US 12,260,003 B1
Clean room generation for data collaboration and executing clean room task in data processing pipeline
William Chau, Redwood City, CA (US); Abhijit Chakankar, San Jose, CA (US); Stephen Michael Mahoney, Portland, OR (US); Daniel Seth Morris, Cranford, NJ (US); and Itai Shlomo Weiss, River Vale, NJ (US)
Assigned to Databricks, Inc., San Francisco, CA (US)
Filed by Databricks, Inc., San Francisco, CA (US)
Filed on Sep. 26, 2023, as Appl. No. 18/474,708.
Application 18/474,708 is a continuation of application No. 18/473,992, filed on Sep. 25, 2023.
Int. Cl. G06F 21/00 (2013.01); G06F 21/62 (2013.01)
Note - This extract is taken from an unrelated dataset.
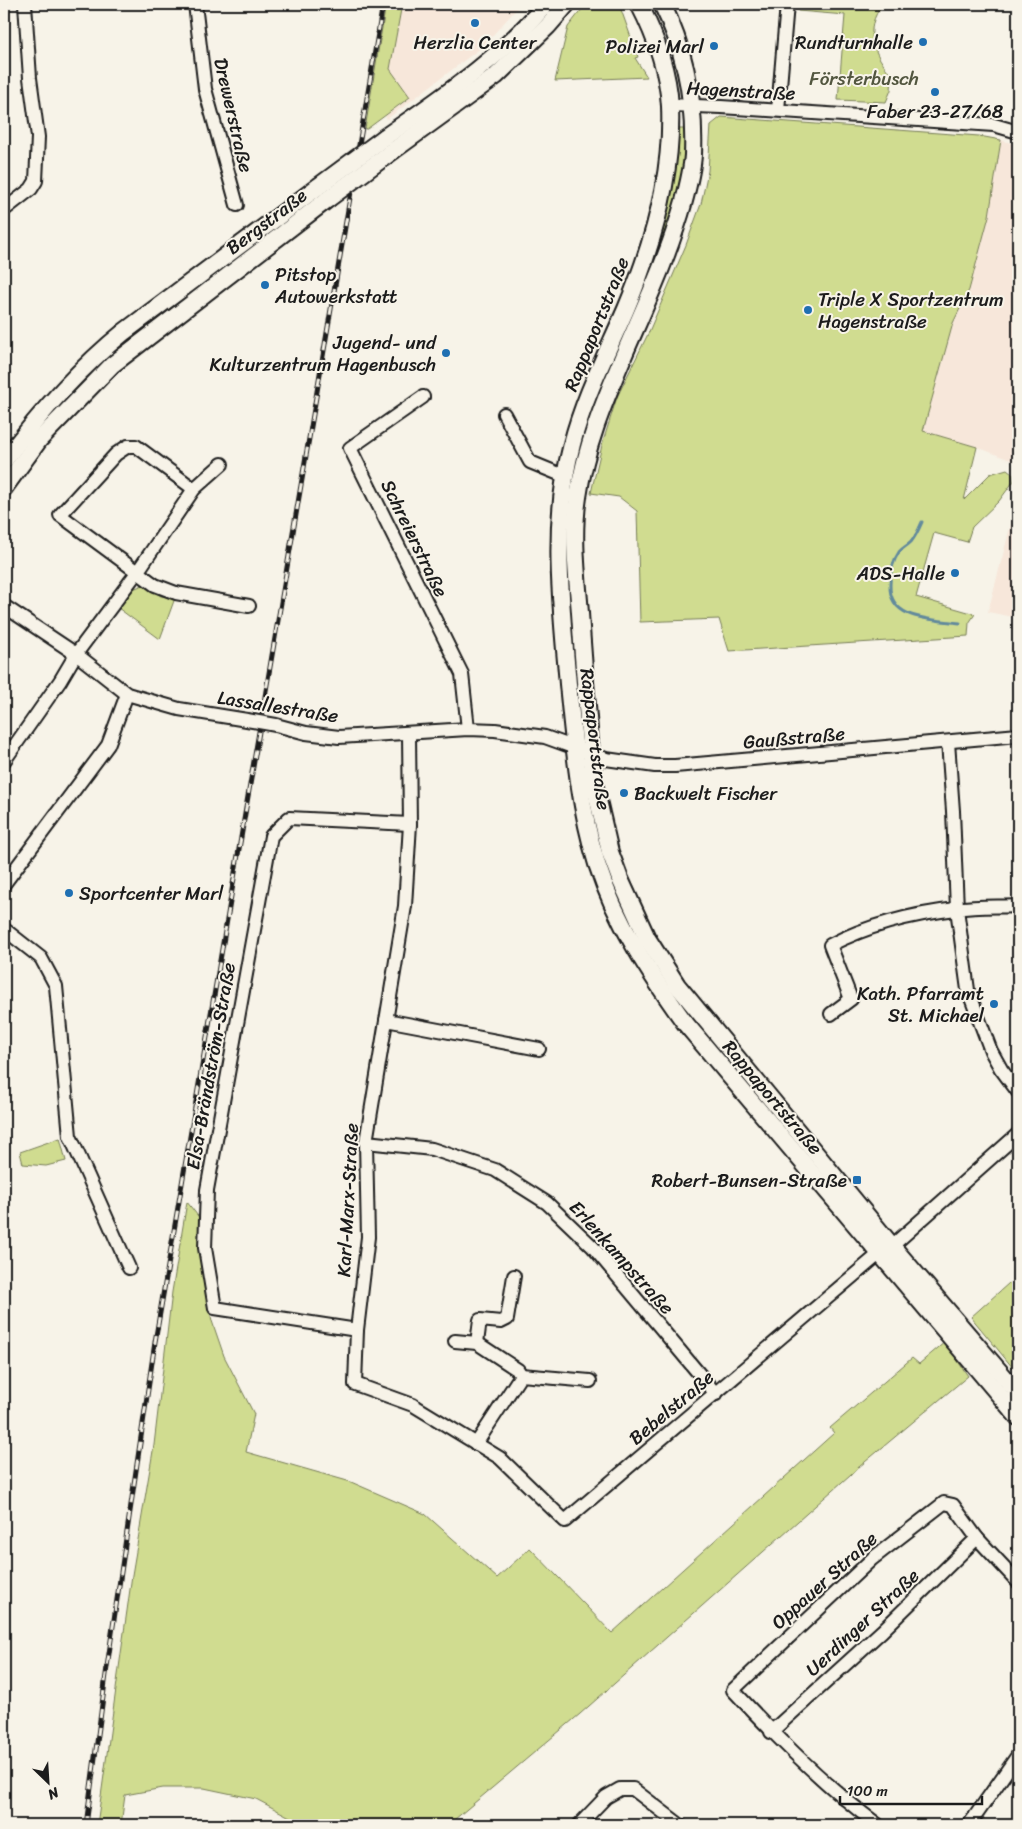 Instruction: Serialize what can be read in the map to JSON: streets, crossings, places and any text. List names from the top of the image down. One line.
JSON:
{"streets":{"main road":["Bergstraße","Rappaportstraße"],"street":["Hagenstraße","Drewerstraße","Schreierstraße","Lassallestraße","Gaußstraße","Elsa-Brändström-Straße","Karl-Marx-Straße","Erlenkampstraße","Bebelstraße","Oppauer Straße","Uerdinger Straße"]},"crossings":[["Hagenstraße","Rappaportstraße"],["Rappaportstraße","Lassallestraße"],["Rappaportstraße","Gaußstraße"],["Rappaportstraße","Bebelstraße"],["Schreierstraße","Lassallestraße"],["Lassallestraße","Gaußstraße"],["Lassallestraße","Karl-Marx-Straße"],["Elsa-Brändström-Straße","Karl-Marx-Straße"],["Karl-Marx-Straße","Erlenkampstraße"],["Karl-Marx-Straße","Bebelstraße"],["Erlenkampstraße","Bebelstraße"],["Oppauer Straße","Uerdinger Straße"]],"parks":["Försterbusch"],"places":{"other":["Herzlia Center","Rundturnhalle","Polizei Marl","Faber 23-27/68","Pitstop Autowerkstatt","Triple X Sportzentrum Hagenstraße","Jugend- und Kulturzentrum Hagenbusch","ADS-Halle","Backwelt Fischer","Sportcenter Marl","Kath. Pfarramt St. Michael"],"transit":["Robert-Bunsen-Straße"]},"scale_bar":"100 m","north":"bottom right"}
CPC G06F 21/6281 (2013.01) 20 Claims
OG exemplary drawing
 
1. A method comprising, at a computer system comprising a processor and a computer-readable medium:
receiving, by a data processing service, an indication to generate a data processing job from a client device of a first user, the data processing job defined with respect to a set of tasks that includes at least one cleanroom task executed in a cleanroom station and at least one non-cleanroom task executed in an execution environment of the first user, each task configured to read one or more input datasets and transform the one or more input datasets into one or more output datasets;
processing, by the data processing service, a first non-cleanroom task in a first execution environment of the first user within a first virtual private cloud (VPC);
obtaining, by the data processing service, a first output from the first non-cleanroom task in the first execution environment of the first user;
providing, by the data processing service, the first output of the first non-cleanroom task into the cleanroom station;
processing, by the data processing service, a cleanroom task using the first output and at least one of a notebook or data table shared into the cleanroom station by at least a second user to generate a second output of the data processing job, wherein the cleanroom task is processed in the cleanroom station that is managed by the data processing service and is separate and isolated from the first execution environment of the first user and a second execution environment of the second user, wherein the cleanroom station is within a second VPC different from the first VPC;
obtaining, by the data processing service, the second output from the cleanroom task executed in the cleanroom station;
providing, by the data processing service, the second output into the first execution environment of the first user; and
processing, by the data processing service, a second non-cleanroom task in the first execution environment of the first user using the second output to generate a third output of the data processing job.